StanfordLegion / legion

The Legion Parallel Programming System
https://legion.stanford.edu
Apache License 2.0
681 stars 145 forks source link

Unable to run legion implementation #1353

Open ClProsser opened 1 year ago

ClProsser commented 1 year ago

We implemented a 3d finite-volume simulation using Legion (v22.06.0) in C++. The solution produces correct results for arbitrary problem and partition sizes. We want to execute our implementation using legion on a cluster. However, we experience multiple problems and appreciate help, as we found nearly no documentation regarding multi-node execution.

Our cluster consists of 8 nodes. Each node has:

Job submission is done via Slurm (Version 22.05.2).

Below are our questions:

  1. Is there any up-to-date documentation regarding execution? We found:

    Thus, both links don’t really contribute to our problem.

  2. According to the profiling machine configuration page, -ll:cpu is used to specify the number of processors to allocate on each node. In our configuration with 8 nodes and 8 cores per node, we chose to use -ll:cpu 7 and -ll:util 1. This results in oversubscription, while the nodes are not oversubscribed.

    • Error: [0 - 7f232437d780] {4}{threads}: reservation ('CPU proc 1d00000000000008') cannot be satisfied
    • According to our tests, this error vanishes if the sum of both parameters is smaller than the number of cores per socket (in our configuration using -ll:cpu 3 and -ll:util 1). However, according to the documentation, typically only one Legion instance is running per node (See Debugging)
    • To exclude the potential for wrong SLURM configurations, we executed the program on the VSC-5 cluster with adjusted parameters but obtained the same result.
  3. Using -ll:show_rsrv, we obtain output as seen below: CPU proc 1d00000000000002: allocated <> Notable is the missing CPU id after allocated. What ids are stated here (i.e. are these the processor ids from /proc/cpuinfo)? Any suggestions why these are missing?
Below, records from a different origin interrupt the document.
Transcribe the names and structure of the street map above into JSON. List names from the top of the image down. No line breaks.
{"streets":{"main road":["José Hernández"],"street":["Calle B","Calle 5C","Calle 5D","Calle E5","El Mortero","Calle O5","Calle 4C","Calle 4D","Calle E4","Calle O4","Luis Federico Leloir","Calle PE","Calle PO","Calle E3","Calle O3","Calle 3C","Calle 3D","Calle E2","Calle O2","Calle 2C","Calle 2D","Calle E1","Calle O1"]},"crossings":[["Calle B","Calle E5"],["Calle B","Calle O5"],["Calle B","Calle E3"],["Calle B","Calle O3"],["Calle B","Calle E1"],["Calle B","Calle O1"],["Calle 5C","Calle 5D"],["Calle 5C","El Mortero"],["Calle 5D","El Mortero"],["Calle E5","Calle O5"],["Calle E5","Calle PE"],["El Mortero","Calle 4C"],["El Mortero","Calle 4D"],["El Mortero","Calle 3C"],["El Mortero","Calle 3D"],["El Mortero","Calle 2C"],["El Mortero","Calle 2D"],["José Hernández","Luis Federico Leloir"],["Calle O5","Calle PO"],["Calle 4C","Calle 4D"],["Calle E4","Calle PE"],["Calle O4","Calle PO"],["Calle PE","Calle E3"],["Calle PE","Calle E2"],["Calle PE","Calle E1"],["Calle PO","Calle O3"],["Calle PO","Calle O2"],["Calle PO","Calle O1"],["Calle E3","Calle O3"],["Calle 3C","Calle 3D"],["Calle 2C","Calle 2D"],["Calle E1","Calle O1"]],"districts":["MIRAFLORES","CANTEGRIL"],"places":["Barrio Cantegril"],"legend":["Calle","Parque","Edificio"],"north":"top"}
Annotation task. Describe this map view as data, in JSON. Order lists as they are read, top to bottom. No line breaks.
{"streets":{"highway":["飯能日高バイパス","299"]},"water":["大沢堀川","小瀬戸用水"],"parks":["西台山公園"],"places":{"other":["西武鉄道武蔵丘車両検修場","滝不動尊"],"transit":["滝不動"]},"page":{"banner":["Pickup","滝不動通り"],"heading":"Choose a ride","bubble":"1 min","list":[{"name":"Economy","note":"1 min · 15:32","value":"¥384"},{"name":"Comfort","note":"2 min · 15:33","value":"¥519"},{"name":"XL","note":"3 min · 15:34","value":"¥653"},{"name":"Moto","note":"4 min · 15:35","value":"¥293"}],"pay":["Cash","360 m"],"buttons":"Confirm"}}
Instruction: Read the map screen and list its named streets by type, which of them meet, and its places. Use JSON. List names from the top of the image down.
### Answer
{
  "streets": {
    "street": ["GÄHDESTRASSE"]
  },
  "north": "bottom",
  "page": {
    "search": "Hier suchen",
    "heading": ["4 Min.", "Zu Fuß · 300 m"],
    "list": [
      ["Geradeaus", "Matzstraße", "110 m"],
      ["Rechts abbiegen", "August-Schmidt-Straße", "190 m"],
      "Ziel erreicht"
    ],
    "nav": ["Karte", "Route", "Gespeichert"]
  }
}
How does legion obtain the internal mapping id 1d00000000000002?

    • Same exists on the VSC-5 cluster with adjusted parameters
  4. -lg:prof <n> and -lg:prof_logfile ./prof_%.gz write to one output file, regardless of the specified number of nodes (in our case 8)

    • The resulting file is not parsable using the legion_prof.py script (using the multi-node configuration), probably as multiple processes are writing to the same file in parallel.

Jobscript on our cluster (submitted via sbatch):

#!/bin/bash

#SBATCH -J cronos-amr-parallel
#SBATCH --ntasks-per-node=1
#SBATCH --cpus-per-task=8
#SBATCH --output=output_%N.out
#SBATCH --error=error_%N.out
#SBATCH --nodes=8
#SBATCH --exclusive

srun -N8 -n8 --cpus-per-task 8 --output output_%N.log ./cronos-amr ./configuration/shock-tube-integration.toml -ll:cpu 7 -ll:util 1 -ll:show_rsrv -lg:prof 8 -lg:prof_logfile ./prof_%.gz

Logs and prof output can be found here: logs.zip

(we know that for real performance numbers, we should implement an environment specific mapper)

It would be great if you could help us, we’d like to compare our legion implementation with our OpenMP and MPI implementation.

Thanks 🙂

rohany commented 1 year ago

Try adding --cpu-bind=none or the corresponding command for slurm to not bind the process to physical cores. Some of the errors you are seeing are seemingly due to slurm only binding you to a socket, not the full processor.

How are you invoking legion prof? What error are you seeing? Note that legion prof won't succeed if the application exited with an error.

ClProsser commented 1 year ago

Thanks @rohany for your help. I added --cpu-bind=none to srun but the resulting behavior seems the same. Logs:

cpubind.zip

How are you invoking legion prof? What error are you seeing? Note that legion prof won't succeed if the application exited with an error.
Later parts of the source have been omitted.